Develop SHREC (SHifting to language model-based REal-world Computational phenotyping), a companion framework to PHEONA that outlines how to integrate LLMs into computational phenotyping.Apply and demonstrate SHREC using previously developed computable phenotypes for Acute Respiratory Failure (ARF) respiratory support therapies.Highlight future work and next steps to encourage progress towards next-generation phenotyping methods.

Materials and methods

We first outline the development of SHREC along with its individual components (Fig 1 and Table 1) and then we discuss how we used LLMs to perform various tasks for a specific phenotyping use case.

Overview of SHREC.An overview of SHREC (SHifting to language model-based REal-world Computational phenotyping), including both an overview of the individual phenotyping tasks and a representation of the progress required to advance next-generation computational phenotyping.

Table 1: Overview of the individual end-to-end computational phenotyping tasks for SHREC (SHifting to language model-based REal-world Computational phenotyping), a framework for next-generation computational phenotyping with Large Language Model-based methods.Some tasks were based on a previously developed framework for phenotype development using machine learning algorithms [12].

Development of SHREC

Theoretical foundation.

To understand issues with computational phenotyping, we revisited the Fundamental Theorem of Informatics, which states optimized human-machine interactions should drive informatics methods [14], and distributed cognition, which describes how overall cognitive load is shared between internal and external agents [24,25]. In traditional phenotyping, humans generally could not delegate tasks to external agents without costly, time-consuming, or even impossible modifications [10,11,15]. Therefore, humans were responsible for both repetitive and complex tasks despite not being as inherently well-suited for repetitive work as machines. If LLMs are indeed capable of performing repetitive tasks well, these tasks can be offloaded to external LLM-based agents while ensuring humans are only responsible for complex ones to reduce overall cognitive burden of researchers and improve efficiency of the phenotyping process.

Framework components.

Using this foundation, we constructed SHREC to include both an end-to-end phenotyping pipeline and a broader vision for next-generation computational phenotyping. To develop our end-to-end pipeline, we extended an existing framework originally developed for machine learning–based cohort discovery to more broadly capture computational phenotyping tasks [12]. Specifically, we added tasks for developing (Outline Phenotyping Heuristics) and implementing (Apply Algorithm) the phenotyping algorithm since they were previously implicit in development of the machine learning model. The end-to-end pipeline is detailed in Table 1. Meanwhile, the broader overview indicates overall progress towards optimal human-machine synergy in next-generation phenotyping (Fig 1). In this study, we only conducted a feasibility assessment of LLMs for specific phenotyping tasks.
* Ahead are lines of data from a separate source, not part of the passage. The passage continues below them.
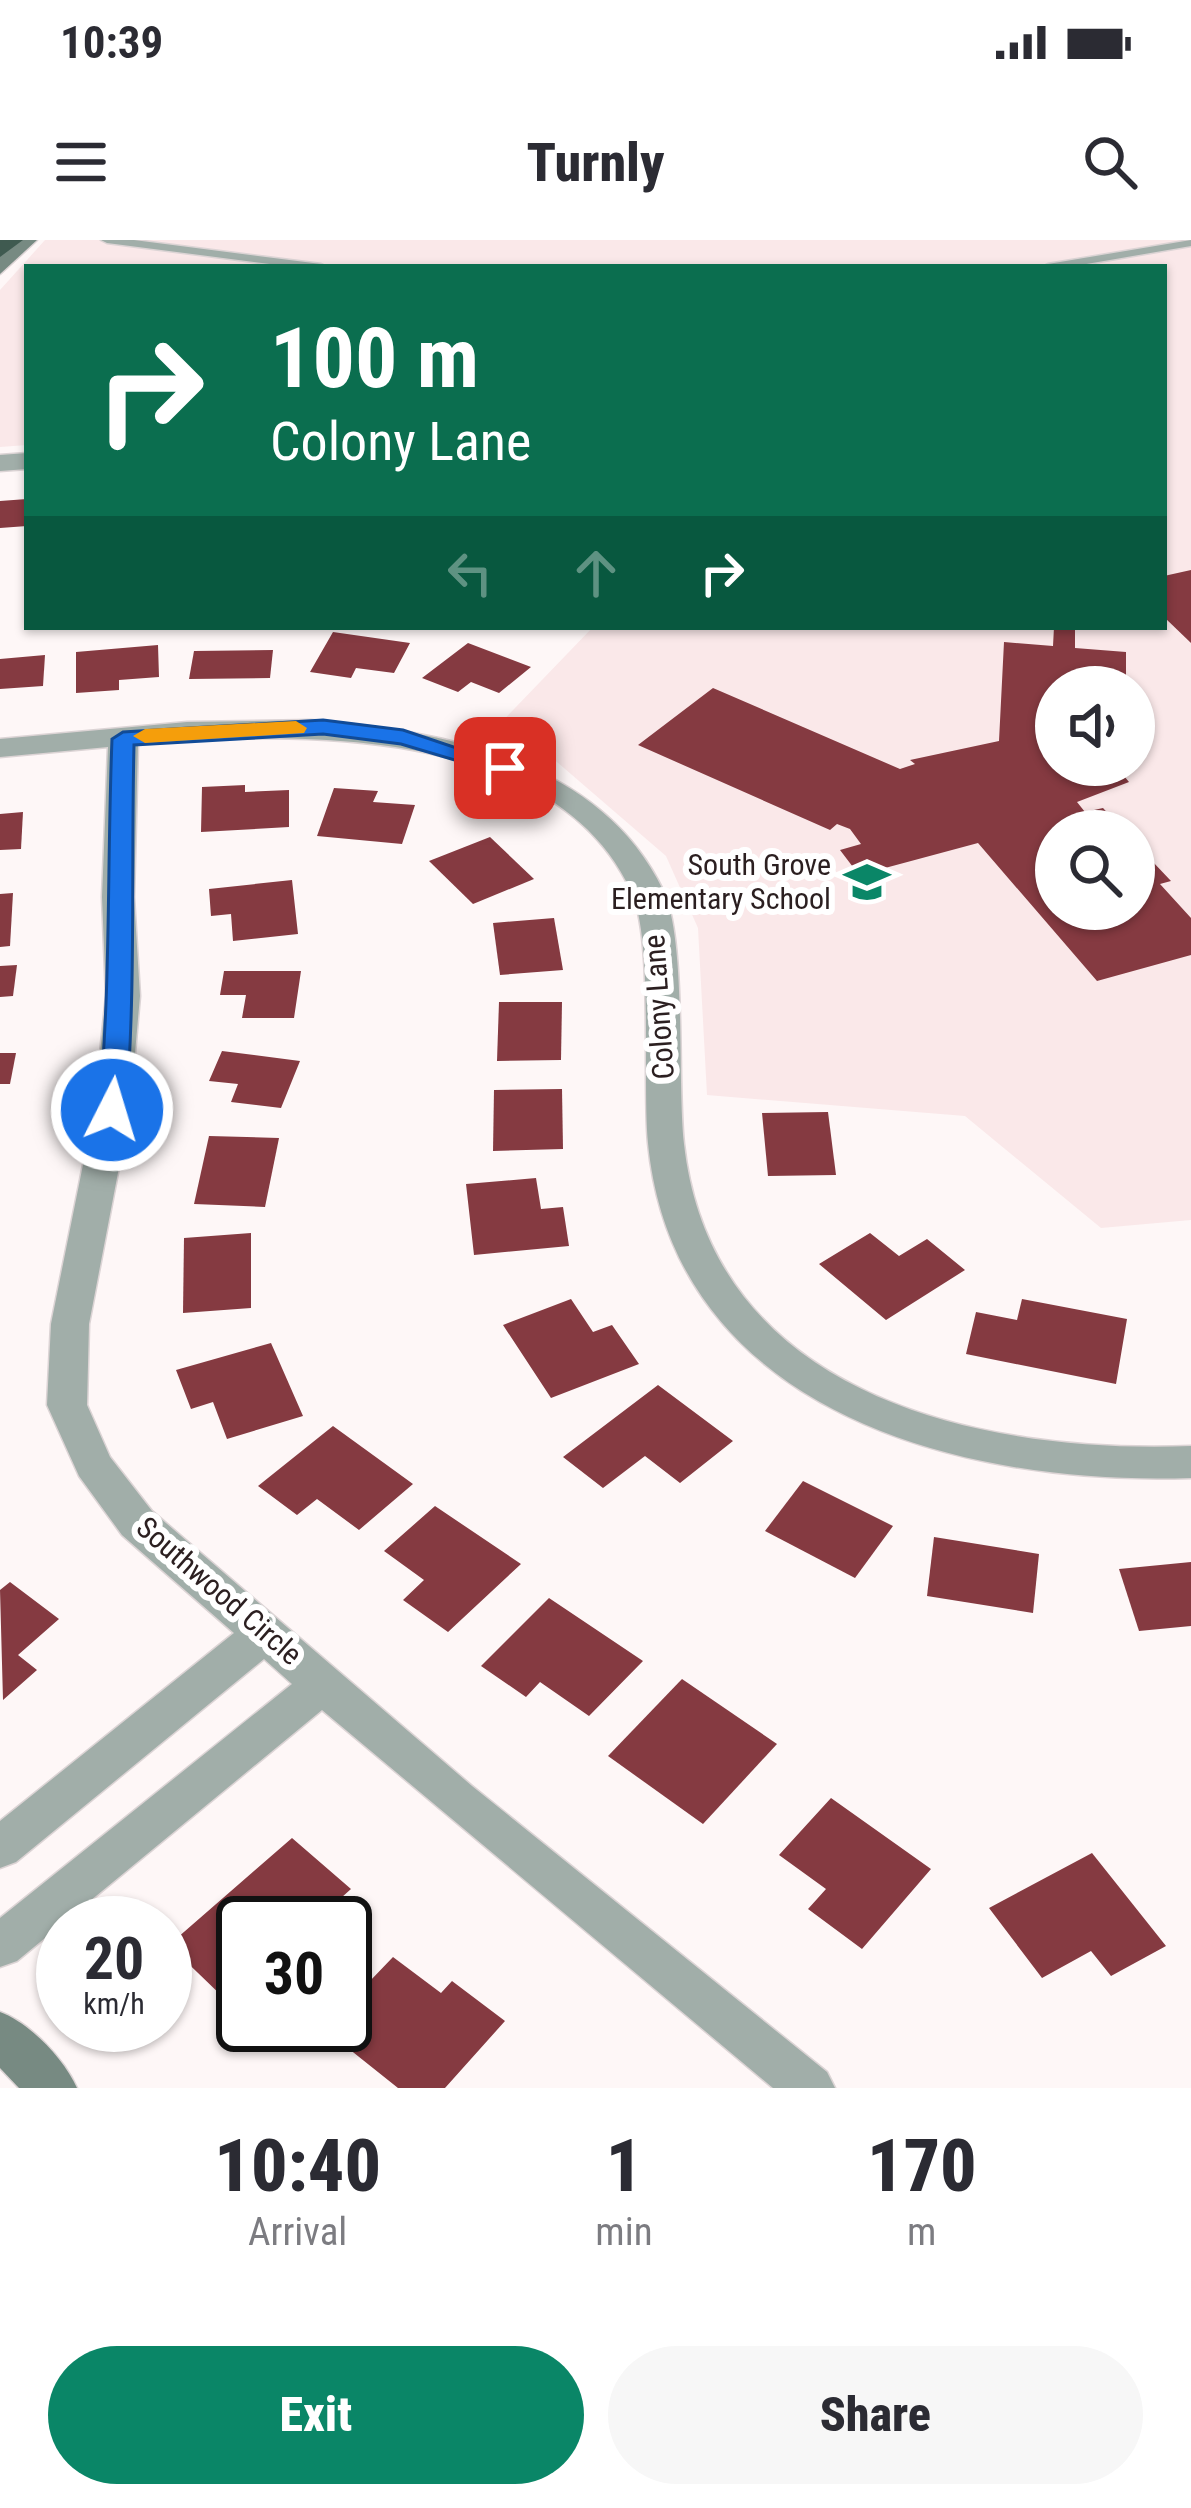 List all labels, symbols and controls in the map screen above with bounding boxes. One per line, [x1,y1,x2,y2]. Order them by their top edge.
text: 10:39 [60,16,163,69]
icon: menu [48,129,114,195]
icon: search [1077,129,1143,195]
text: Turnly [527,131,664,194]
text: 100 m [270,309,479,408]
icon: right [72,312,228,468]
text: Colony Lane [270,410,531,473]
icon: left [437,540,503,606]
icon: ahead [563,540,629,606]
icon: right [689,540,755,606]
map controls [1035,666,1155,930]
button: sound [1035,666,1155,786]
pin [454,717,556,819]
icon: arrive [472,735,538,801]
button: search [1035,810,1155,930]
place label: South Grove Elementary School [611,847,831,916]
school or university icon: South Grove Elementary School [842,857,892,907]
street label: Colony Lane [636,933,681,1081]
position arrow [49,1047,175,1173]
street label: Southwood Circle [130,1509,309,1672]
speed limit sign: 30 [216,1896,372,2052]
text: 20 [84,1923,144,1994]
text: km/h [83,1986,145,2021]
text: 10:40 [214,2124,381,2209]
text: 1 [606,2124,642,2209]
text: 170 [867,2124,977,2209]
text: Arrival [248,2209,347,2255]
text: min [595,2209,653,2255]
text: m [907,2209,936,2255]
button: Exit [48,2346,584,2484]
button: Share [608,2346,1143,2484]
Application of SHREC to phenotyping use case

Phenotyping use case.

We leveraged computable phenotypes for Acute Respiratory Failure (ARF) respiratory support therapies to demonstrate LLM-based methods for phenotyping tasks. Encounters were phenotyped based on the type and order of respiratory therapies received during individual Intensive Care Unit (ICU) encounters [26]. The phenotypes were 1) Invasive Mechanical Ventilation (IMV) only; 2) Noninvasive Positive Pressure Ventilation (NIPPV) only; 3) High-Flow Nasal Insufflation (HFNI) only; 4) NIPPV Failure (or NIPPV to IMV); 5) HFNI Failure (or HFNI to IMV); 6) IMV to NIPPV; and 7) IMV to HFNI.

Identification of phenotyping tasks.

A comparison of the methods performed in the original study and this study are presented in Fig 2. In the original study, data from the eICU Collaborative Research Database (eICU-CRD) [27] were manually reviewed to first determine relevance to the therapies or medications of interest and second to produce a phenotyping algorithm [26]. These processes mapped to the Concept Selection and Apply Algorithm tasks of the end-to-end phenotyping pipeline within SHREC, respectively. In this study, we used LLMs to perform the tasks of Concept Selection and Apply Algorithm while we also implemented Outline Phenotype Heuristics, LLM Model Selection, and Evaluate Algorithm because they were required to execute and test the LLM-based methods. Since the remaining tasks were not related to the LLM methods, they were not included in this study, but were previously discussed in-depth [12,26].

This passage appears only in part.